== WHAT NEEDS TO BE DONE ==
Lines in the entries below where the word "small" shows up should each be copied.

*** Opening MATERIAL PROVIDED ***

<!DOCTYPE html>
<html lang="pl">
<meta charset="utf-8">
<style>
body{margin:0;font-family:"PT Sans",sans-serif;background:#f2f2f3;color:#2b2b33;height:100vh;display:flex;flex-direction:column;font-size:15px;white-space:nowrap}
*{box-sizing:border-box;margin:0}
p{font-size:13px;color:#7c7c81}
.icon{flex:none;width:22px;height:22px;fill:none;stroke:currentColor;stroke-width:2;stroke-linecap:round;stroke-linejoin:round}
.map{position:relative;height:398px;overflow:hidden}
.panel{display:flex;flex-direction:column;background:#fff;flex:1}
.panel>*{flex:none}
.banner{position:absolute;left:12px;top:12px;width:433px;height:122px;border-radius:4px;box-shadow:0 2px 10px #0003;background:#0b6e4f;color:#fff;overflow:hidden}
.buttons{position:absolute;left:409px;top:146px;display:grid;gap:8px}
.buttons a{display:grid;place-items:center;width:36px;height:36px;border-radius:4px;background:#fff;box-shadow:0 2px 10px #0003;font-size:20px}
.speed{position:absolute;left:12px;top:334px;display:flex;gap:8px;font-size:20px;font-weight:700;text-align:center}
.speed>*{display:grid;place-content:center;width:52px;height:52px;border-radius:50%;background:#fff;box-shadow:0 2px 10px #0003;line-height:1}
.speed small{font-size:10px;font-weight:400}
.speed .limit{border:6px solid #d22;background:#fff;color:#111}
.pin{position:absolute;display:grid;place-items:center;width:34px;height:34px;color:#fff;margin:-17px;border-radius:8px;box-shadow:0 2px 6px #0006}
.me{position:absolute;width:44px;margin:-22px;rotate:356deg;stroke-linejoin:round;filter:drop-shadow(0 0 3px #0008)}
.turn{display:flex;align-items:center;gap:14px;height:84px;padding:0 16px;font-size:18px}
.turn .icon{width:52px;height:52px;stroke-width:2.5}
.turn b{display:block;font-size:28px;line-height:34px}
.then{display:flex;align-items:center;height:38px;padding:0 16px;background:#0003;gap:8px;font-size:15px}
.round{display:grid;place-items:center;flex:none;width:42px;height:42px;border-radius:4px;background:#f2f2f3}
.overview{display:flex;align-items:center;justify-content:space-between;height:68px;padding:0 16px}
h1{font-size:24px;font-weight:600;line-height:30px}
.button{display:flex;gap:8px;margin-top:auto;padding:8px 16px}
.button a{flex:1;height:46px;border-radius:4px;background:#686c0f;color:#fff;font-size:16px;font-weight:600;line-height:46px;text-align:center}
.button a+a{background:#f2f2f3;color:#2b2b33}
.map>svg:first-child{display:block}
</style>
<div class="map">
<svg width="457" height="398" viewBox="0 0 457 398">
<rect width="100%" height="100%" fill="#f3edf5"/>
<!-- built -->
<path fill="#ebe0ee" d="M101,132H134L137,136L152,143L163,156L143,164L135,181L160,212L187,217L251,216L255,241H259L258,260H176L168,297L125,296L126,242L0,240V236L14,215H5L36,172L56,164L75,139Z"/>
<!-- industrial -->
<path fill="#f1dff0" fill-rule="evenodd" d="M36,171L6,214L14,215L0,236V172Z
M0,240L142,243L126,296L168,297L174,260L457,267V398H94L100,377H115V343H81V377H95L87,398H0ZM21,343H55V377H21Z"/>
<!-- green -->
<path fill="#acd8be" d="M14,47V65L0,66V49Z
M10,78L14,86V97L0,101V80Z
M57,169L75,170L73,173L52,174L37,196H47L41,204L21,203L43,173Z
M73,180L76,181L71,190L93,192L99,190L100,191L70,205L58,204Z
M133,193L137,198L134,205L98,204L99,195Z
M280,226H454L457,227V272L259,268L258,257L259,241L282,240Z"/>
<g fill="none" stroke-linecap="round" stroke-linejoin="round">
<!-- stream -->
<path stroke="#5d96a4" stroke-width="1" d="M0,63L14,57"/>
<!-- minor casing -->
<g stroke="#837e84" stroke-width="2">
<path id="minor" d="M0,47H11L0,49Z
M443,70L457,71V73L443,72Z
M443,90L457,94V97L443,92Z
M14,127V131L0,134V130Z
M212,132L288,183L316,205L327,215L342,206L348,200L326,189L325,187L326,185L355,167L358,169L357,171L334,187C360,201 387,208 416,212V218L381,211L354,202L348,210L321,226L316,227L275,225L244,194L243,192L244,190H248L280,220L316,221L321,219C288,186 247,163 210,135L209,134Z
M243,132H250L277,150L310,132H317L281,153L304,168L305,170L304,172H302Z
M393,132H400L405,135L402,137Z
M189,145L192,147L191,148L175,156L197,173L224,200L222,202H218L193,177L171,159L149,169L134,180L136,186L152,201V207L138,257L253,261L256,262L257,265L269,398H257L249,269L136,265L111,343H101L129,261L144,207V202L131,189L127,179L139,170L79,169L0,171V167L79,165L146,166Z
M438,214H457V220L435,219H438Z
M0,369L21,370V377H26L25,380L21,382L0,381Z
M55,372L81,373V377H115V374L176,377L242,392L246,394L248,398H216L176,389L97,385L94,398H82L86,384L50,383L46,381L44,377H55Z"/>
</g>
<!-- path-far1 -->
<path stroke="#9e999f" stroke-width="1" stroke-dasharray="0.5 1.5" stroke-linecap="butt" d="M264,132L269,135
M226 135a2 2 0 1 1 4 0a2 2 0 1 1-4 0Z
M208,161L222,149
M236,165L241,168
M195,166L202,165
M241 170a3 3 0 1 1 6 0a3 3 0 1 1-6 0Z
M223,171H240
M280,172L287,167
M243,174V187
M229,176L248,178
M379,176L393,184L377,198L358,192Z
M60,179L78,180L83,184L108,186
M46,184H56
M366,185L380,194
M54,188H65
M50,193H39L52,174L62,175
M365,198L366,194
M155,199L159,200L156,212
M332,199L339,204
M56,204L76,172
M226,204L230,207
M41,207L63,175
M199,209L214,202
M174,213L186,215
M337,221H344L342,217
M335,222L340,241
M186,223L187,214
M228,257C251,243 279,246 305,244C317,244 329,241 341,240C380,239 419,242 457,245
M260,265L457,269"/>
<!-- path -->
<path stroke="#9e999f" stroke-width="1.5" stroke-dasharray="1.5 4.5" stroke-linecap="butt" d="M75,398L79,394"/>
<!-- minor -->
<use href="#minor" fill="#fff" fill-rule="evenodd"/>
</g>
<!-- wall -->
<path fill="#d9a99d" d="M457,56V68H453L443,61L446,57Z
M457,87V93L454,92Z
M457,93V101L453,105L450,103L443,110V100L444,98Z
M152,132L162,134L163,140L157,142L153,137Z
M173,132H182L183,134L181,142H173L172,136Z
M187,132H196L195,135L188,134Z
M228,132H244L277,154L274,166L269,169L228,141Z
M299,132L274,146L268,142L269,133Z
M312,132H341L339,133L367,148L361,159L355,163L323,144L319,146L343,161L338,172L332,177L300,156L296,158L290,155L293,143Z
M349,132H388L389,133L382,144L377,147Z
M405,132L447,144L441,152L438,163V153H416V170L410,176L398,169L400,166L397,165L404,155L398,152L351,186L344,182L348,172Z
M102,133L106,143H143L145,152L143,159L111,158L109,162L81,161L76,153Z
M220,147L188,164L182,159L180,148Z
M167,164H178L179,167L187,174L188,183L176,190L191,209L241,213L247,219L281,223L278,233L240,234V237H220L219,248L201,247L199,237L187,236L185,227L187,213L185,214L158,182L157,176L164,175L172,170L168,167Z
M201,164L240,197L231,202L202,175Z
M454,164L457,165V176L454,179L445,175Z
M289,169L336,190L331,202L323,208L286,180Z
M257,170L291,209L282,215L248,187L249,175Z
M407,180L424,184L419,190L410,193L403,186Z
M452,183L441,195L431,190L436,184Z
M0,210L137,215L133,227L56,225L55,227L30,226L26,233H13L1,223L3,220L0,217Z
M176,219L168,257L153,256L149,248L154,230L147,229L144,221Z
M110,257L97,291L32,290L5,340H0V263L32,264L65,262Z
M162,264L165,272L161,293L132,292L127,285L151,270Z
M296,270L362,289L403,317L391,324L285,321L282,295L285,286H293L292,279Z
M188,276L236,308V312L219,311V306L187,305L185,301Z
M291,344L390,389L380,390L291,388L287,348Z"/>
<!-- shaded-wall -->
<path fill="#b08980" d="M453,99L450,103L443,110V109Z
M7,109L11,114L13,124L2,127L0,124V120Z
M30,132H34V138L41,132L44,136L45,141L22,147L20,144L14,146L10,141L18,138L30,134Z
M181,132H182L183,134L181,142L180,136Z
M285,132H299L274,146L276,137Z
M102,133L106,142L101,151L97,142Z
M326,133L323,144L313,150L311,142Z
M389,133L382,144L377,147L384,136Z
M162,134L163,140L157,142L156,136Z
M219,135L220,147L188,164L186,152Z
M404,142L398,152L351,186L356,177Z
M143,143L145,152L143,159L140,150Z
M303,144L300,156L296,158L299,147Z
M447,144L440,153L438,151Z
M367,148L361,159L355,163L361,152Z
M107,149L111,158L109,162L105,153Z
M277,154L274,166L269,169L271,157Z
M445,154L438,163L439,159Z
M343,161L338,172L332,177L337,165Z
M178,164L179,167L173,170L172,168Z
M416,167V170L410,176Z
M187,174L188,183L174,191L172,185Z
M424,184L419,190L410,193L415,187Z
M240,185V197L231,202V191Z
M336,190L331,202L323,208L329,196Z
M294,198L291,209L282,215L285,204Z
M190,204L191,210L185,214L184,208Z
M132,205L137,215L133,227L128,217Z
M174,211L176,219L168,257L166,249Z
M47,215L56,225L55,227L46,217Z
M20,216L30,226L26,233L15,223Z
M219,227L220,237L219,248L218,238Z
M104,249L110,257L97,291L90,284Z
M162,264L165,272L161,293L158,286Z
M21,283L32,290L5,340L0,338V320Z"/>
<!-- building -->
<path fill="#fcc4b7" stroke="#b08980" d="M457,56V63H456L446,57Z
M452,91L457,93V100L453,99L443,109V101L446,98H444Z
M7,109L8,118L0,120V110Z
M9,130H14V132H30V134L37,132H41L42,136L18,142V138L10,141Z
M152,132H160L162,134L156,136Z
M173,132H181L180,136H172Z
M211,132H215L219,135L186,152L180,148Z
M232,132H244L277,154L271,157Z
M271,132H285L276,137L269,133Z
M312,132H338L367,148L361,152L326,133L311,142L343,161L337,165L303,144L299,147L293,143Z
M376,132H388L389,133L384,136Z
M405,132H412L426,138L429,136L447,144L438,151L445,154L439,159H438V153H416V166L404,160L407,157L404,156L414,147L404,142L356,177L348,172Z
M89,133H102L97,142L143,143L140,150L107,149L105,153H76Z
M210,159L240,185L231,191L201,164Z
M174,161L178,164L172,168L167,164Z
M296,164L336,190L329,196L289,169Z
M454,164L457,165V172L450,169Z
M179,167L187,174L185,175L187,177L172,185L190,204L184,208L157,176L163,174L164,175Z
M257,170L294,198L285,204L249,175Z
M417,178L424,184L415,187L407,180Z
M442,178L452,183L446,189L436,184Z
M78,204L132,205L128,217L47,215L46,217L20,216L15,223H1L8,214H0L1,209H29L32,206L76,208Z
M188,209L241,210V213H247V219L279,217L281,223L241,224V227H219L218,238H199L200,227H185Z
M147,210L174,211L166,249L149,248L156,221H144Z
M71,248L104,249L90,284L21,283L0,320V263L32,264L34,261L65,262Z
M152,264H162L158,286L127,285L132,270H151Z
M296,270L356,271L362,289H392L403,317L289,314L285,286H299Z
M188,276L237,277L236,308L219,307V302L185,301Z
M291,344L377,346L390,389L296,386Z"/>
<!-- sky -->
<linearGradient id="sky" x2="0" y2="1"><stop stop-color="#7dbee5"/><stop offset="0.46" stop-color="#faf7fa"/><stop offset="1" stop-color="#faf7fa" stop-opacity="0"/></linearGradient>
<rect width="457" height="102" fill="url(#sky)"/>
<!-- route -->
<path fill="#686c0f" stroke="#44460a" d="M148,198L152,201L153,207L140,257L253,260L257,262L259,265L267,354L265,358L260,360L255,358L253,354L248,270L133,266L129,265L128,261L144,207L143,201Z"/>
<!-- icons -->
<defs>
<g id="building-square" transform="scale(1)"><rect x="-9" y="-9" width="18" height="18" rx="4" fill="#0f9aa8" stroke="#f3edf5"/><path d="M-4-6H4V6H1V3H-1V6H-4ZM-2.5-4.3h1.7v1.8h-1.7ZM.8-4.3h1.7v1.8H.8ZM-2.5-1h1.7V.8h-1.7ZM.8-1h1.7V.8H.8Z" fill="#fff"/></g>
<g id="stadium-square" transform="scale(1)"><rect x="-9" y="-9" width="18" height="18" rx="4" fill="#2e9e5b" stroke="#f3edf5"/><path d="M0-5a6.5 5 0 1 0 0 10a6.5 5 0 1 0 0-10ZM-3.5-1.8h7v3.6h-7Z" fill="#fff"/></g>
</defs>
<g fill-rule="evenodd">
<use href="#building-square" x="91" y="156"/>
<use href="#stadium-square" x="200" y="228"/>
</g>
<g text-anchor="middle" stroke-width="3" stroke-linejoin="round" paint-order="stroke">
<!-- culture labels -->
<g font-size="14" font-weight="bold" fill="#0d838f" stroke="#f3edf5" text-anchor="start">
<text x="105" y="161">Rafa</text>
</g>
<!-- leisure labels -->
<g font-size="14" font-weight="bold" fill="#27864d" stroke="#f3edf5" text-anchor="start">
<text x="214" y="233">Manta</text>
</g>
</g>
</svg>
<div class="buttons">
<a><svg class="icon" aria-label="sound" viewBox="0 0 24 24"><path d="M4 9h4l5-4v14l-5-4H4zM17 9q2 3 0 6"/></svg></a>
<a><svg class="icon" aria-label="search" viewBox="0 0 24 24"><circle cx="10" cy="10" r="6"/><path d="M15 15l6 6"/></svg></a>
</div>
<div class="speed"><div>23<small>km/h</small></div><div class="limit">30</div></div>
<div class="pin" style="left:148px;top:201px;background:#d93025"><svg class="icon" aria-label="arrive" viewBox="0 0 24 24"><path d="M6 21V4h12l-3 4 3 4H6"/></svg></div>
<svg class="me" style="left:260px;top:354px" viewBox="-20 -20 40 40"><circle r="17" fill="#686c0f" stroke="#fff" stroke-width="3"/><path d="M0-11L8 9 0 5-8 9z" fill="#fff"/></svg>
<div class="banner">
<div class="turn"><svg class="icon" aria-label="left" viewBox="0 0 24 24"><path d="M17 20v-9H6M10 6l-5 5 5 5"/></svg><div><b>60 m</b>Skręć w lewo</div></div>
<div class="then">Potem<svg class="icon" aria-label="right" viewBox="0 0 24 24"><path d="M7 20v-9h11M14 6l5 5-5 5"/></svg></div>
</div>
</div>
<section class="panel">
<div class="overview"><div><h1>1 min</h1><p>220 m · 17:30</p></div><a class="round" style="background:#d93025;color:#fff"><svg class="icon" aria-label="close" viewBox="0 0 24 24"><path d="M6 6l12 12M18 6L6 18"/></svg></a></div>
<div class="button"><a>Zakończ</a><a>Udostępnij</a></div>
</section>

*** Closing MATERIAL PROVIDED ***

== RESPONSE AREA ==
.speed small{font-size:10px;font-weight:400}
<div class="speed"><div>23<small>km/h</small></div><div class="limit">30</div></div>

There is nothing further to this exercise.